My wife will admit I am a dutiful husband. For years, I have been forced from sleep to stand online for Black Friday sales. One year, I stood on line at Sports Authority for the 5 am open to buy a treadmill. A treadmill is great exercise equipment as long as it’s being used. Thanks to where it was sitting in our den, it was used primarily to hold clothing and everything else, but used for its intended purpose. The treadmill died during Hurricane Sandy. So I ended up buying an elliptical machine, which is rarely used as well. The point is that when you go through the trouble of having something that’s good for you, it doesn’t mean anything if you don’t use it.
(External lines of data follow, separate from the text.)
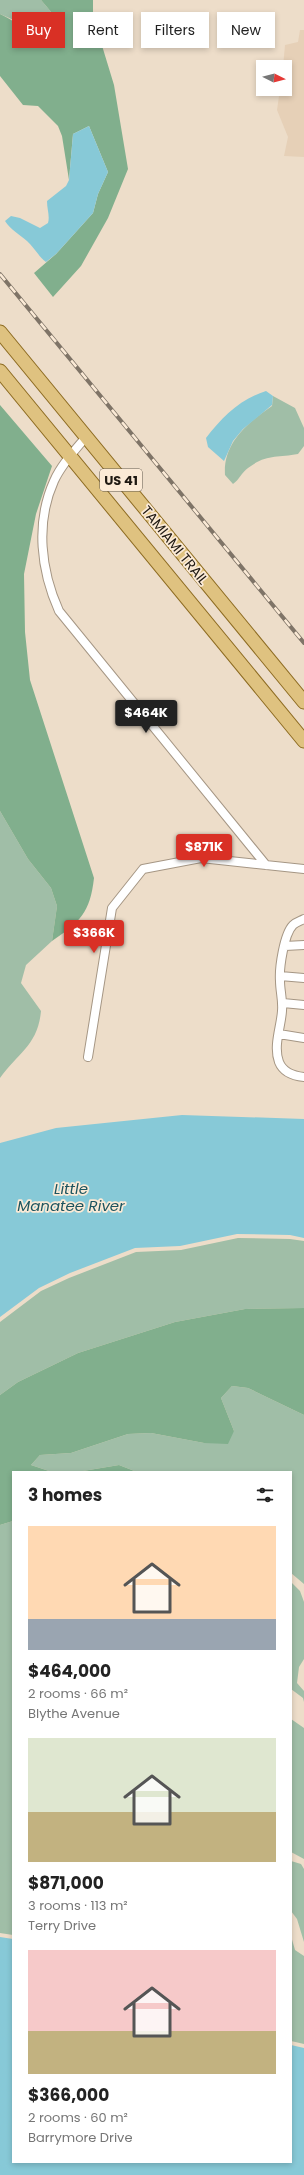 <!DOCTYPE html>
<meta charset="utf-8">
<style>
:root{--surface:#fff;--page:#f6f6f6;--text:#222;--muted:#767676;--accent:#d93025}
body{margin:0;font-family:Poppins,sans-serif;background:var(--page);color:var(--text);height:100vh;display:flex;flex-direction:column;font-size:15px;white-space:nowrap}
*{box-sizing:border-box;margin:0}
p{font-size:13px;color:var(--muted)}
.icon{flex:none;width:22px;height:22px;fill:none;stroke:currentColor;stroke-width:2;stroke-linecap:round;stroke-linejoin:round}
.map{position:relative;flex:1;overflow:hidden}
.sheet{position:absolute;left:12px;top:1471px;width:280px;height:692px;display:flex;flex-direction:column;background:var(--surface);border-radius:0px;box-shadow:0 2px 6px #0003}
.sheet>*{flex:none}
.top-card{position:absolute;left:12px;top:12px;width:280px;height:36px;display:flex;gap:8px}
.needle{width:26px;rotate:96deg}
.fabs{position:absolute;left:256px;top:60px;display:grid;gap:8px}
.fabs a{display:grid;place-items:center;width:36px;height:36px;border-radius:0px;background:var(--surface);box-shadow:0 2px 6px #0003;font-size:20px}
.price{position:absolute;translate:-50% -34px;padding:0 9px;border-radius:4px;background:var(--accent);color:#fff;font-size:13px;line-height:26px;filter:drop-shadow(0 1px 2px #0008)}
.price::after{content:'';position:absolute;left:50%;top:24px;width:12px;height:9px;margin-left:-6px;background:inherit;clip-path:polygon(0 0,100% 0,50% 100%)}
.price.on{background:#222;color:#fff}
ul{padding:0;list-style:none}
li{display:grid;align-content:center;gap:8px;height:212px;padding:0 16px}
li span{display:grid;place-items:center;height:124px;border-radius:0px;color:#555}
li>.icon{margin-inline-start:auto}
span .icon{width:72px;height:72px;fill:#fffc;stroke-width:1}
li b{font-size:17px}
h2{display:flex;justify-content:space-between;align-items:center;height:48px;padding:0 16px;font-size:17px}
.pill{padding:0 14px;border-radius:0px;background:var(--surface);box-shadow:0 2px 6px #0003;font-size:14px;line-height:36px}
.pill.on{background:var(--accent);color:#fff}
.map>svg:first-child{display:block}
.built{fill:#e6d0b7}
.green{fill:#a0bea7}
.forest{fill:#81af8d}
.water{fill:#87c9d7}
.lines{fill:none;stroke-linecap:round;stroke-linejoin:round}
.street-casing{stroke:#a59684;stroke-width:10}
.primary-casing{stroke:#8e6c22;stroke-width:15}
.street{stroke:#fff;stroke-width:8}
.primary{stroke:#dfc280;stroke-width:13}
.rail-casing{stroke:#7f7467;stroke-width:4}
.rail{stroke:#fbead6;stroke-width:2.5;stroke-dasharray:8;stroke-linecap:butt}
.labels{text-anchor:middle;stroke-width:3.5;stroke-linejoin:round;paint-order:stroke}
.shield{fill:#fbead6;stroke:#61584d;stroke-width:1}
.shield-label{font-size:13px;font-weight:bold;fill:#1f1912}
.street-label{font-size:14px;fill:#1f1912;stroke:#fbead6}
.water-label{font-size:15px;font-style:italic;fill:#1c545f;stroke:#fbead6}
</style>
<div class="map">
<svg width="304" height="2175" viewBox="0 0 304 2175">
<rect width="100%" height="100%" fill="#edddc9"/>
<path class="built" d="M300,30H304V157L284,156L288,137L277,110L280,89H285V67H283L285,45L298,42Z"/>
<path class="green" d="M0,0H41L52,13L54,40L34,35L16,21L0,14Z
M273,396L295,408L304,428V446L298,454C277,458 266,454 248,468C242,472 239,480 233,484L225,475C223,443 247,423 272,406Z
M0,811L28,859L51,888L57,906L52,941L26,965L21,983L41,1011C38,1045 18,1053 0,1078Z
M238,1238L290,1239L304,1241V1308L245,1309L175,1322L78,1353L18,1382L0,1395V1322L41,1291L69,1278L136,1252L181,1250Z
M232,1386L248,1388L304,1415V1584L291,1573V1472H137L119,1465L77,1472H52L31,1465L40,1455L71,1453L128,1434L151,1433L204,1443L234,1431L221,1398Z
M13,1521V1935L0,1933V1525Z
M291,1582L300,1591L304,1602V1659L299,1667L297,1683L304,1691V1702L303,1698L291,1689Z
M291,1719L304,1728V1859L291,1852Z
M291,1861L301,1864L304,1869V1942L297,1919L291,1911Z
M291,1936L295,1950L304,1956V2044L291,2041Z"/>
<path class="forest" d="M41,0H93V16L114,85L128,169L108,218L81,266L53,297L34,273L56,254L93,213L98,194L108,172L89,126L73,134L69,180L62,136L58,126L38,106L23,105L0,76V14C19,23 34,37 54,39L52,13Z
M0,405L52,466L36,514L24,574L25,632L30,680L94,878C90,913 80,922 52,941L57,906L51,888L28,859L0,811Z
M304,1308V1415L248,1388L232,1386L221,1398L234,1431L228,1444L204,1443L151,1433L128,1434L71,1453L40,1455L31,1465L52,1472H13V1521L0,1525V1395L18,1382L78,1353L175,1322L245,1309Z
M119,1465L137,1472H77Z"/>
<path class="water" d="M89,126L108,172L98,194L93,213L56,254L46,262C38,256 34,247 27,241C19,234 11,230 5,221L11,216L20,218L40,228L48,223C50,216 47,209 47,201L66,186L69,180L73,134Z
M266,391L273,396L272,405L243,429L233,441L224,461L208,447L206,438C222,417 240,399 266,391Z
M182,1115L304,1119V1238L290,1235L237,1234L180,1246L135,1248L70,1273L39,1288L0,1317V1143L56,1128Z
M0,1937L13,1939V2162H291V2045L304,2048V2175H0Z"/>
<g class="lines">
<g class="street-casing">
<path id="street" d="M86,437C75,450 61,465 54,481C35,523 41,571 59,611L266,865
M304,919C300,921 296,922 293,925C284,934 279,968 280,981C280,991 283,1000 282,1011C281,1027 273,1046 279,1062C283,1072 294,1076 304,1077
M285,946L304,945
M280,976L304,978
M283,1003L304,1005
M279,1034L304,1038
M88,1057L112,908L143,869L201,858L304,869"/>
</g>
<g class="primary-casing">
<path id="primary" d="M0,332L304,702
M0,371L304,741"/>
</g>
<use href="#street" class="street"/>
<use href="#primary" class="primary"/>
<g class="rail-casing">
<path id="rail" d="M0,274L304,643"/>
</g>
<use href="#rail" class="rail"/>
</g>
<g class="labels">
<rect class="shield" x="100" y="469" width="42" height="22" rx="3"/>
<g class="shield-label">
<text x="121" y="485">US 41</text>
</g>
<g class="street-label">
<text transform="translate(175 545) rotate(51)" y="5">TAMIAMI TRAIL</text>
</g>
<g class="water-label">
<text x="71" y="1194">Little<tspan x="71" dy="17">Manatee River</tspan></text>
</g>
</g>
</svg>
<div class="fabs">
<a><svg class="needle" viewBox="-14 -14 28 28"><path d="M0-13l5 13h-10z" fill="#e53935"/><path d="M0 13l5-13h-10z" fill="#767676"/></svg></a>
</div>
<b class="price on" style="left:146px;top:734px">$464K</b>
<b class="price" style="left:204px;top:868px">$871K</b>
<b class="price" style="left:94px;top:954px">$366K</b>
<div class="top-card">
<a class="pill on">Buy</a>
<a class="pill">Rent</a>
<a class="pill">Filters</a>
<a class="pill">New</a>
</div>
<section class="sheet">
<h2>3 homes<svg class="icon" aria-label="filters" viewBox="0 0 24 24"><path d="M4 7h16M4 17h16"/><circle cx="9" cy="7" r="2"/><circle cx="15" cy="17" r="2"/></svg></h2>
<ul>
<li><span style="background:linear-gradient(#ffd9b3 75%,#9aa5b1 0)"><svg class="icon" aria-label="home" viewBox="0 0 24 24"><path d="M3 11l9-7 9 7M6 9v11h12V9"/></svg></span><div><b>$464,000</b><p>2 rooms · 66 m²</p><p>Blythe Avenue</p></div></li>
<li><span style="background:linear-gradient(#dfe7d0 60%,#c2b280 0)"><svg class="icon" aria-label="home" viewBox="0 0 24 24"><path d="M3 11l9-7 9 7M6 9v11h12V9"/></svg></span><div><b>$871,000</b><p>3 rooms · 113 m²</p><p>Terry Drive</p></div></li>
<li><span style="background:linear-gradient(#f6c9c9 65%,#c2b280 0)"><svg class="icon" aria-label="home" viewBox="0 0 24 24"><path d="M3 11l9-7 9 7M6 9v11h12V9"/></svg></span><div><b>$366,000</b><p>2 rooms · 60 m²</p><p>Barrymore Drive</p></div></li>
</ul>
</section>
</div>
Many plan providers are a little flashy when it comes to the services they offer. They may give you a large binder that details everything the plan sponsor should do as fiduciary. Some may develop investment policy statements (IPS) for their client that reads like a treatise or develop an education policy statement that will lay the plans on how plan participants will be educated for participant direction of plan investments. The problem is that these things are useless if it’s not being used. Quite honestly, having these apparatuses and not using them is worse than not having them all.
For an example, an IPS is not legally required even though Department of Labor agents do ask plan sponsors if they have them. What is worse: not having one or having one that’s not being used? I would suggest that any bells and whistles that a plan provider offers are far worse than not having those bells and whistles.
So a plan provider that offers something that the competition isn’t offering should make sure the plan sponsors are actually using those bells and whistles.